The modelling power is undeniable but there’s still plenty that could be done to make the process more user-friendly. Carrara 4 takes two small but welcome steps with its new onscreen manipulators that help position, scale and rotate objects either freely or along a single axis, and the new ability to use nudge keys. Just as essential, and opening up whole new areas, is the new support for alpha handling in the Texture room enabling the creation of masked shaders and varying transparency. You can also now apply shaders to groups and quickly transform cylindrical, spherical and flat-mapping shaders.

These shader transforms are particularly handy for animation – a major focus in this latest release. Improvements have been made both to the Timeline’s keyframe editing and to motion path handling (these can now be moved as a whole). The biggest changes are to character animation, where the new support for multiple morph targets per mesh lets you make characters talk and emote, while an overhaul of the bones system, with new IK Chain Tool, IK Target Helper and Ball Socket constraint, help you bring your figures to realistic life. Poser users can also take advantage of the new TransPoser plug-in (£89) to import their models and animations.
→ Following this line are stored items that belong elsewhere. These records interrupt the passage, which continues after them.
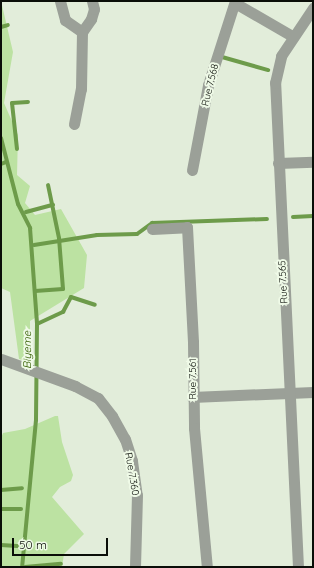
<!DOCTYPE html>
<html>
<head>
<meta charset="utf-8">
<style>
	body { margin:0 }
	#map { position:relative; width:314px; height:568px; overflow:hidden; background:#e2edda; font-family:Quicksand,sans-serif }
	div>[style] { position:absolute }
	.green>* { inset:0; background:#bce2a2 }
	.stream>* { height:4px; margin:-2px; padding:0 2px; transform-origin:2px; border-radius:2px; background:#6d9b4a }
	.street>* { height:11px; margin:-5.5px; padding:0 5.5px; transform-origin:5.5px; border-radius:5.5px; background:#9ba098 }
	span { translate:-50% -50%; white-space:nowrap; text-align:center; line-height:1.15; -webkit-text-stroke:4px #effae7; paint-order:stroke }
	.street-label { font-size:10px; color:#0a0e08 }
	.water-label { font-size:11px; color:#345e01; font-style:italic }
	.frame { position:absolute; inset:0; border:2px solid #0a0e08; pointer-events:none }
	.scale { position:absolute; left:12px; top:538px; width:96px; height:18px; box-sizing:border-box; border:2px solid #0a0e08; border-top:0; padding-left:5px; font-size:12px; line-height:14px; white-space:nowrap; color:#0a0e08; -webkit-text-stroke:3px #effae7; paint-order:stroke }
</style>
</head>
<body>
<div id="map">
	<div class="green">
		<div style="clip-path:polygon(1px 1px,13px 52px,4px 103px,18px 135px,17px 175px,30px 186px,25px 203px,35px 215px,61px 209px,87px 255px,84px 288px,30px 321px,30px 362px,19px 359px,10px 292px,1px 288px)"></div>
		<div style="clip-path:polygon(55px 416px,58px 416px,62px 442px,73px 475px,71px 481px,60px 487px,52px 497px,84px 534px,64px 554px,62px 567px,1px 567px,1px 438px,3px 433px,25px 429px)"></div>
	</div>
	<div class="stream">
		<div style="left:1px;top:27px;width:7px;rotate:-16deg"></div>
		<div style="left:222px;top:57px;width:48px;rotate:15.8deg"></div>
		<div style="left:1px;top:138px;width:68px;rotate:75.6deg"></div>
		<div style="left:18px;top:204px;width:27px;rotate:63deg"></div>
		<div style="left:30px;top:228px;width:96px;rotate:85.8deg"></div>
		<div style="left:37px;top:324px;width:96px;rotate:90.6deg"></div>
		<div style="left:36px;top:420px;width:148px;rotate:95.4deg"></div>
		<div style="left:17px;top:149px;width:46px;rotate:-96.2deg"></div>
		<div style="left:12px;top:103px;width:16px;rotate:-4deg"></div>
		<div style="left:1px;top:164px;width:5px;rotate:-22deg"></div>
		<div style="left:26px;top:212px;width:28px;rotate:-15deg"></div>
		<div style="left:293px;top:217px;width:20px;rotate:-3deg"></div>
		<div style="left:34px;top:245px;width:64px;rotate:-9deg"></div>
		<div style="left:97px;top:235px;width:40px;rotate:-1.4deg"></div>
		<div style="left:137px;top:234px;width:19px;rotate:-36deg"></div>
		<div style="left:152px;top:223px;width:115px;rotate:-2deg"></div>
		<div style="left:35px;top:291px;width:28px;rotate:-4deg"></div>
		<div style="left:63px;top:289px;width:51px;rotate:-94.5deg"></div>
		<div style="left:59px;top:238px;width:54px;rotate:-101.7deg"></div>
		<div style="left:37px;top:324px;width:29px;rotate:-25deg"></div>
		<div style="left:63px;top:312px;width:17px;rotate:-62deg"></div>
		<div style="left:71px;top:297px;width:25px;rotate:18deg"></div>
		<div style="left:1px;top:490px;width:21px;rotate:-5deg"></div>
		<div style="left:1px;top:509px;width:20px"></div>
		<div style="left:1px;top:545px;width:16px;rotate:4deg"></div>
		<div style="left:25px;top:567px;width:36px;rotate:-5deg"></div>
	</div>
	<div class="street">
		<div style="left:60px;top:1px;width:20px;rotate:75deg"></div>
		<div style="left:65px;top:20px;width:21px;rotate:35deg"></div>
		<div style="left:82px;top:32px;width:16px;rotate:-55deg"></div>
		<div style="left:91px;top:19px;width:10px;rotate:-73deg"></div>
		<div style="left:94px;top:9px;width:8px;rotate:-104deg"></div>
		<div style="left:235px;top:3px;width:66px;rotate:30.1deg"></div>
		<div style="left:74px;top:124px;width:36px;rotate:-79deg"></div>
		<div style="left:81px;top:89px;width:57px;rotate:-89deg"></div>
		<div style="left:278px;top:163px;width:35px;rotate:-2deg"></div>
		<div style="left:192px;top:170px;width:86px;rotate:-79.3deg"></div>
		<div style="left:208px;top:85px;width:88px;rotate:-72.2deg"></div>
		<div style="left:152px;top:229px;width:35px;rotate:-3deg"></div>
		<div style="left:187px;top:227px;width:115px;rotate:87deg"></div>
		<div style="left:193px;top:342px;width:86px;rotate:89.3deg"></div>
		<div style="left:194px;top:428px;width:140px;rotate:84.7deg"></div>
		<div style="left:1px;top:359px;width:79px;rotate:20deg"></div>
		<div style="left:75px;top:386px;width:26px;rotate:28deg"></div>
		<div style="left:98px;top:398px;width:23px;rotate:52deg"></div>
		<div style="left:112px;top:416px;width:26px;rotate:61deg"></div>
		<div style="left:125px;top:439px;width:23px;rotate:72deg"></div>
		<div style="left:132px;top:461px;width:34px;rotate:82deg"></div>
		<div style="left:137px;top:495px;width:72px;rotate:91.6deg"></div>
		<div style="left:192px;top:397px;width:121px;rotate:-2.4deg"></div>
		<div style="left:298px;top:567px;width:485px;rotate:-92.7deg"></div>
		<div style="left:275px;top:83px;width:28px;rotate:-77deg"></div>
		<div style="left:281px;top:56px;width:58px;rotate:-56.3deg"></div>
	</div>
	<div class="street-label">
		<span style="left:210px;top:85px;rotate:-76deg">Rue 7.568</span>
		<span style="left:283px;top:282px;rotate:-93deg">Rue 7.565</span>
		<span style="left:193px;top:379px;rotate:-90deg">Rue 7.561</span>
		<span style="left:132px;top:474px;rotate:80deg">Rue 7.360</span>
	</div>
	<div class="water-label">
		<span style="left:27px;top:350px;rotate:-90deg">Biyeme</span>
	</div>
	<div class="frame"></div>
	<div class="scale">50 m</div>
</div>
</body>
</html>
Many of the biggest advances in Carrara 4 come from the great improvements to the already impressive terrain and environment handling. Terrains are handled as special objects based on an underlying bitmap, which can now be up to 8,192 x 8,192 pixels in size. These can be imported, based on presets, created with generators and filters or painted directly complete with new real-time 3D feedback. What really makes the difference though is the new multilayer Terrain shader that lets you control advanced texturing, such as the distribution of snow, based on factors of altitude and slope. You can also create more realistic skies in which to set your landscapes, thanks to greatly improved physical simulations of clouds, haze, fog and the sky itself, which is now coloured according to the sun – based on time or position.

The results are impressive and verge on the photorealistic quality of scenes produced by dedicated natural modellers, such as Vue. But not quite. While the scenes are impressive, they look more obviously computer generated, especially when it comes to vegetation. And that’s generally the case with Carrara: you do eventually hit a ceiling on what you can achieve. For the price, that’s not surprising, but it’s important to recognise that while the program is great for producing an introduction to a corporate video, you’re not going to produce a Hollywood movie with it.